Records for the task »
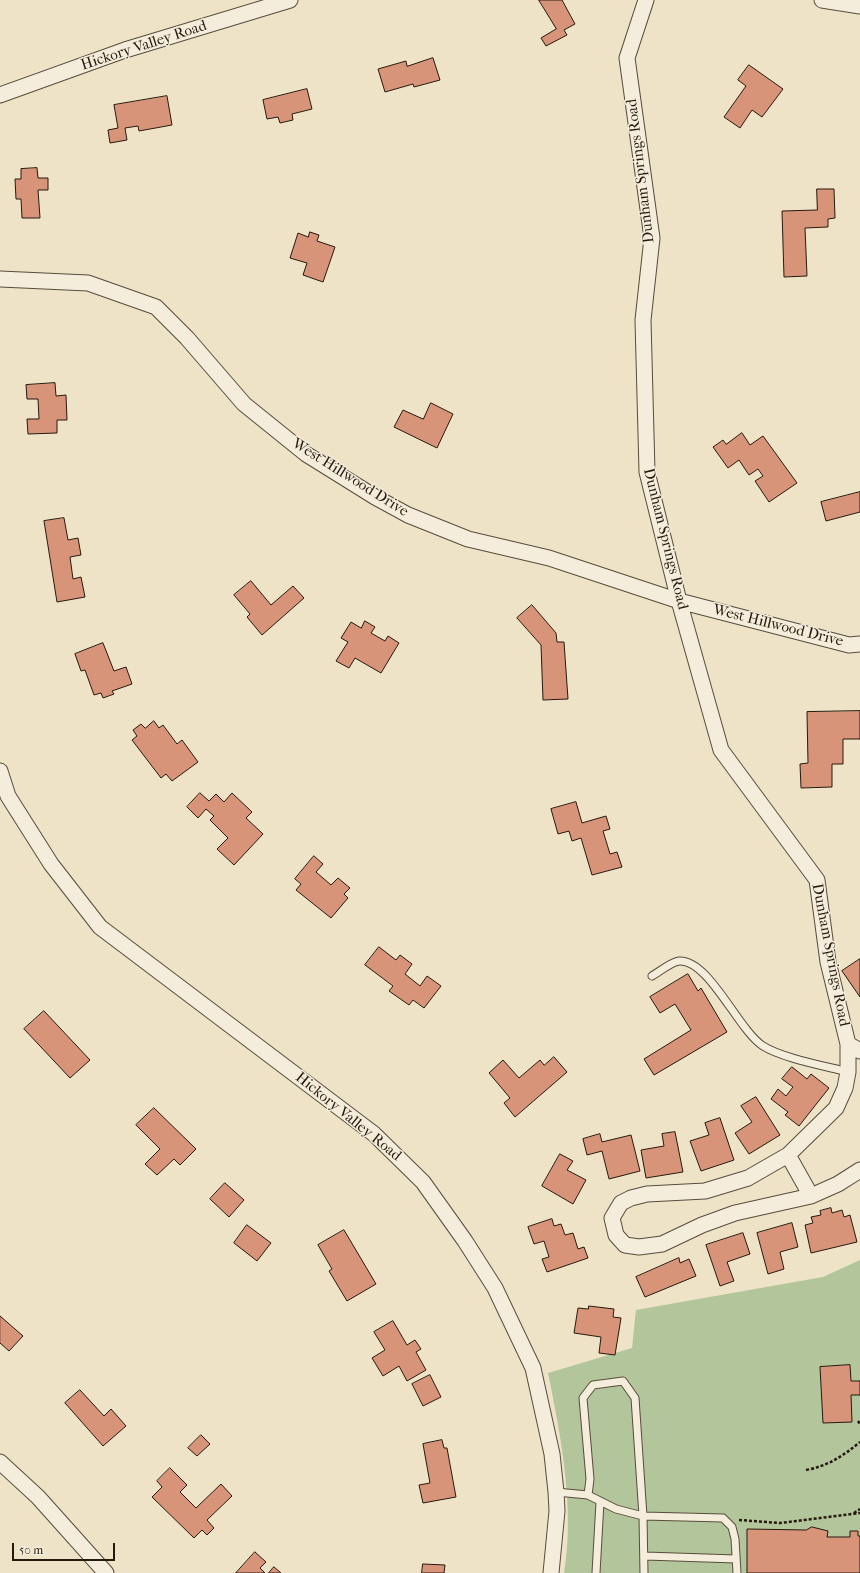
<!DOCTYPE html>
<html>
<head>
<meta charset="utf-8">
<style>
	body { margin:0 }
	#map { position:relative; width:860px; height:1573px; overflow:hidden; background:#eee3c7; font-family:"IM FELL French Canon",serif }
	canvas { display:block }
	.scale { position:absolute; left:12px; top:1543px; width:103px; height:18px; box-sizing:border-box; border:2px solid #26190e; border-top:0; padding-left:5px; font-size:12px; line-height:14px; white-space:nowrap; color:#26190e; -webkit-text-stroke:3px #f4eddb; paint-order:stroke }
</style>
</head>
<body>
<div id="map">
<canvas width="860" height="1573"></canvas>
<div class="scale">50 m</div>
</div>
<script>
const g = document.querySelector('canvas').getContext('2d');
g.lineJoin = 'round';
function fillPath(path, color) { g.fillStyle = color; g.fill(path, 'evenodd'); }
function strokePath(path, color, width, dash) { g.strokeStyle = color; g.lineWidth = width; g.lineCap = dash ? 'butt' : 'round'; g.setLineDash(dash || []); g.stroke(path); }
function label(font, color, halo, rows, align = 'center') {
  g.font = font + ' "IM FELL French Canon",serif'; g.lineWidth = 3; g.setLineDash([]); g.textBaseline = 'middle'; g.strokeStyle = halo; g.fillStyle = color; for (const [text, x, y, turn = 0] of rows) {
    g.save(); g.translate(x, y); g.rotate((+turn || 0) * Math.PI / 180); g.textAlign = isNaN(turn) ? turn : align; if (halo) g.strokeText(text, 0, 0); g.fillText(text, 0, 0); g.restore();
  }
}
fillPath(new Path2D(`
	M860,1260V1573H564C575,1508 561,1437 548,1373L632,1348L636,1310L823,1277Z`), '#b3c59a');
const building = new Path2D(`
	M539,0H562L575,24L564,30L567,35L546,46L541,38L556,29Z
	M433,58L440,80L414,87L413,84L385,92L378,69L406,61L407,66Z
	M749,65L783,89L762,117L752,110L740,128L724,117L746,86L738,80Z
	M307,89L312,109L292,114L293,120L280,123L278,117L267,119L263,100Z
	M167,96L172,125L139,131L138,126L125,128L127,140L110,143L108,130L118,128L114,105Z
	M37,168L38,178H48V190H38L40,218H22L21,199H16L15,179H21V169Z
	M817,189H834L835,218L828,219V227L805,228L807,276L784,277L782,211L817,210Z
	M310,232L319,235L317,241L335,247L323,282L303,275L307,263L290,258L298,233L308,237Z
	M55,383L56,396L66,395L67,420H57V433L28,434L27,419H39L38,399H27L26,385Z
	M431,403L453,414L437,448L394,427L403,410L423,419Z
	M742,433L750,445L763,436L797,483L769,502L755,481L763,476L758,469L749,475L739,460L728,468L713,447L723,440L726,444Z
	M860,492V512L826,521L821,502Z
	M64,518L68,540L78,538L81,555L70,557L73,579L81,577L85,597L57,602L44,521Z
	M251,581L271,605L293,586L304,598L262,635L247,617L250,614L234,595Z
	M532,605L556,633L557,642H564L568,699L543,700L541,645L517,618Z
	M365,621L375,627L371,633L385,641L388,636L399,643L381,673L355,658L349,668L336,661L348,642L341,638L351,622L361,628Z
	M103,643L114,671L126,667L132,684L112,691L114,694L103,698L101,693L94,695L85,670L81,671L75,654Z
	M860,711V739H843V764H832V787L801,788L800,764L808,763L807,712Z
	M154,721L159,728L163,725L177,744L182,740L198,762L172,781L166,774L161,778L132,740L137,736L133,730L141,724L145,728Z
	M200,793L209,801L216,794L224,802L232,793L252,812L246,818L263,834L234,865L217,849L228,838L210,820L214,816L206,809L198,818L187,807Z
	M576,802L582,823L606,816L610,829L603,831L610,854L617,852L622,867L592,875L581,838L572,841L569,831L558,834L551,809Z
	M314,856L323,864L316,872L331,885L338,878L350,888L344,894L348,898L331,918L296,890L301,884L295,879Z
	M379,947L396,960L400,955L412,964L405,974L420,986L427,976L441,986L424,1008L413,1000L409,1005L389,991L393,986L365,965Z
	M860,959V997L842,971Z
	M688,974L698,991L701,988L727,1032L654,1075L644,1059L691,1030L675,1004L660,1013L650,997Z
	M44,1011L90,1060L70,1078L24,1029Z
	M554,1057L567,1072L515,1117L504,1103L510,1098L489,1073L503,1060L519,1078L540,1060L544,1065Z
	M792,1067L807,1079L811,1074L829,1088L799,1126L785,1115L788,1112L771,1099L778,1089L786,1096L793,1087L782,1079Z
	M756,1097L780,1135L749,1154L735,1133L752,1122L741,1106Z
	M154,1108L196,1149L180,1165L174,1159L157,1175L145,1164L160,1149L136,1125Z
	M720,1118L734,1160L701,1171L690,1141L709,1135L705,1123Z
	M675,1132L683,1172L646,1178L641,1150L664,1146L662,1134Z
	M600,1134L602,1142L631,1135L640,1171L609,1179L602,1151L587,1155L583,1139Z
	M560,1154L573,1161L567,1170L586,1180L573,1204L542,1186Z
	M225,1183L244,1200L229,1217L210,1199Z
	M831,1208L832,1213L842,1210L844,1217L850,1215L857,1242L811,1253L805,1225L813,1223L811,1217L821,1215L820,1211Z
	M552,1219L554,1226L561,1224L565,1235L573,1233L578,1249L584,1247L588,1258L547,1272L542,1259L549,1257L544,1241L534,1244L528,1227Z
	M792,1223L798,1247L780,1252L784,1269L768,1274L757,1233Z
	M247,1225L271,1243L257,1261L234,1243Z
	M344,1230L376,1284L347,1301L329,1271L332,1269L318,1245Z
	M743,1233L750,1254L727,1262L734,1281L720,1286L706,1245Z
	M679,1258L680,1263L689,1259L696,1276L645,1297L636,1277Z
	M589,1306L614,1309L613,1317L621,1318L615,1355L599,1353L601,1337L574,1333L578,1308L588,1309Z
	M0,1316L23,1336L9,1351L0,1343Z
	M393,1321L407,1345L415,1340L421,1349L416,1352L426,1370L407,1381L399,1366L383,1376L372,1358L385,1350L374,1332Z
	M850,1365L851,1381H860V1395H851L852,1422L823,1423L820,1367Z
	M430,1375L441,1397L423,1406L412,1384Z
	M80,1390L104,1416L111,1409L126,1426L103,1446L65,1403Z
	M201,1435L210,1444L197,1456L188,1448Z
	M442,1440L444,1448H447L456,1497L423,1503L419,1485L430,1483L423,1444Z
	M170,1468L187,1485L180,1492L196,1508L221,1484L232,1496L207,1520L214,1528L207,1535L202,1530L194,1538L152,1497L162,1487L157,1481Z
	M812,1527L828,1531L827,1537H850V1531H858V1536H860V1573H747V1529L806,1530Z
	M255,1552L266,1562L260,1568L265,1573H236Z
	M423,1564L445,1565L444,1573H422Z
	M274,1567L281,1573H269Z`);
fillPath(building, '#d89479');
strokePath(building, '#26190e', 1);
const service = new Path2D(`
	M652,976C659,972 671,962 679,961C709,959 738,1030 763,1046C782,1058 825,1066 848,1072
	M556,1492L588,1495L616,1509L643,1516L723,1518L732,1527L735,1539L737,1573
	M588,1495L590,1479L583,1398L593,1385L623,1381L635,1398L643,1516L644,1573
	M645,1556L736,1559
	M596,1573L600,1502`);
const minor = new Path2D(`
	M646,0L627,58L652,238L643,320L647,472L679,601L721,750L817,880L828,962L848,1044
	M822,0L860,6
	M0,95L125,50L290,0
	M0,279L88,283L156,307L187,338L244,404L306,454L375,497L408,515L468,539L549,558L679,601L849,645L860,644
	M0,771L8,796L51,864L100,927L374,1134L423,1182L465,1241L495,1288L533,1368L552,1454L556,1492L557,1511L551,1573
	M860,1051L848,1044V1072L845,1088L836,1108L788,1155L748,1178L705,1191L647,1194L631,1198L621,1203L612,1218L616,1235L625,1245L639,1247L662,1244L702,1225L735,1213L811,1196L838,1184L860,1170
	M788,1155L811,1196
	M0,1462L38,1497L106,1573`);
strokePath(service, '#584c3c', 9);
strokePath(minor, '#584c3c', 17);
strokePath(new Path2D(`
	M858,1421L860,1424
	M806,1470C828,1466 843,1456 860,1442
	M854,1513L860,1509
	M739,1520L780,1523L860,1513`), '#26190e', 2.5, [3, 2]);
strokePath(service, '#f4eddb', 7);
strokePath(minor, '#f4eddb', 15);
label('15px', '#26190e', '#f4eddb', [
	["Hickory Valley Road",144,46,-18],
	["Dunham Springs Road",641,171,-97],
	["West Hillwood Drive",350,478,32],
	["Dunham Springs Road",665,539,76],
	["West Hillwood Drive",778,626,14],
	["Dunham Springs Road",830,955,79],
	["Hickory Valley Road",348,1117,39]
]);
</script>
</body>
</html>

Goal of the exercise » Look over the data above and show each line that contains "scale".

Final answer »
	.scale { position:absolute; left:12px; top:1543px; width:103px; height:18px; box-sizing:border-box; border:2px solid #26190e; border-top:0; padding-left:5px; font-size:12px; line-height:14px; white-space:nowrap; color:#26190e; -webkit-text-stroke:3px #f4eddb; paint-order:stroke }
<div class="scale">50 m</div>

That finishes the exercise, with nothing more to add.